Exercise: What you produce should match the records exactly, line for line.

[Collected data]
»»

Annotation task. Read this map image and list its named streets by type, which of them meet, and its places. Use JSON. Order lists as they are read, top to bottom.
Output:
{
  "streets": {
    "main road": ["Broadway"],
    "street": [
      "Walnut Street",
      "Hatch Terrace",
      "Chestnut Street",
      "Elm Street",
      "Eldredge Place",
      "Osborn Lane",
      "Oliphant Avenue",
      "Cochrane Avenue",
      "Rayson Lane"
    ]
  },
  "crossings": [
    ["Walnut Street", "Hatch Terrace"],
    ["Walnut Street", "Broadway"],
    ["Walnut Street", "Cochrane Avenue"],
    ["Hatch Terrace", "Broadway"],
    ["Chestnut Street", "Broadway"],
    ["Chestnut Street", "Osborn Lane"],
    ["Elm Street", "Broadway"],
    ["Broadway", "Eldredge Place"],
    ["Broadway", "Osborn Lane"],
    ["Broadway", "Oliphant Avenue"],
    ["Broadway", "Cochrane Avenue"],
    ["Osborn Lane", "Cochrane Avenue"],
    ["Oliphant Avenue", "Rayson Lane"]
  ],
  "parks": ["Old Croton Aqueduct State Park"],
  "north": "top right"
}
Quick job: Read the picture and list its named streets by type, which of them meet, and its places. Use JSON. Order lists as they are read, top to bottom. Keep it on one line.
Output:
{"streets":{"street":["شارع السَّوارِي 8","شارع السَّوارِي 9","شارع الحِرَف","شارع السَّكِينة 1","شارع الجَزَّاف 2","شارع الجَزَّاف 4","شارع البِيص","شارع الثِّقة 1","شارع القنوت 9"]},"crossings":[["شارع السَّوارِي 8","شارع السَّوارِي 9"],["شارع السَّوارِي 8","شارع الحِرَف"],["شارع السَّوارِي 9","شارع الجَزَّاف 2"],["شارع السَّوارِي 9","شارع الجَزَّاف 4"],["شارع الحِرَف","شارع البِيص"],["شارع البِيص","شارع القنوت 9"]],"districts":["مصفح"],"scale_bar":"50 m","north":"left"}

««

Worked solution:
Annotation task. Read this map image and list its named streets by type, which of them meet, and its places. Use JSON. Order lists as they are read, top to bottom.
Output:
{
  "streets": {
    "main road": ["Broadway"],
    "street": [
      "Walnut Street",
      "Hatch Terrace",
      "Chestnut Street",
      "Elm Street",
      "Eldredge Place",
      "Osborn Lane",
      "Oliphant Avenue",
      "Cochrane Avenue",
      "Rayson Lane"
    ]
  },
  "crossings": [
    ["Walnut Street", "Hatch Terrace"],
    ["Walnut Street", "Broadway"],
    ["Walnut Street", "Cochrane Avenue"],
    ["Hatch Terrace", "Broadway"],
    ["Chestnut Street", "Broadway"],
    ["Chestnut Street", "Osborn Lane"],
    ["Elm Street", "Broadway"],
    ["Broadway", "Eldredge Place"],
    ["Broadway", "Osborn Lane"],
    ["Broadway", "Oliphant Avenue"],
    ["Broadway", "Cochrane Avenue"],
    ["Osborn Lane", "Cochrane Avenue"],
    ["Oliphant Avenue", "Rayson Lane"]
  ],
  "parks": ["Old Croton Aqueduct State Park"],
  "north": "top right"
}
Quick job: Read the picture and list its named streets by type, which of them meet, and its places. Use JSON. Order lists as they are read, top to bottom. Keep it on one line.
Output:
{"streets":{"street":["شارع السَّوارِي 8","شارع السَّوارِي 9","شارع الحِرَف","شارع السَّكِينة 1","شارع الجَزَّاف 2","شارع الجَزَّاف 4","شارع البِيص","شارع الثِّقة 1","شارع القنوت 9"]},"crossings":[["شارع السَّوارِي 8","شارع السَّوارِي 9"],["شارع السَّوارِي 8","شارع الحِرَف"],["شارع السَّوارِي 9","شارع الجَزَّاف 2"],["شارع السَّوارِي 9","شارع الجَزَّاف 4"],["شارع الحِرَف","شارع البِيص"],["شارع البِيص","شارع القنوت 9"]],"districts":["مصفح"],"scale_bar":"50 m","north":"left"}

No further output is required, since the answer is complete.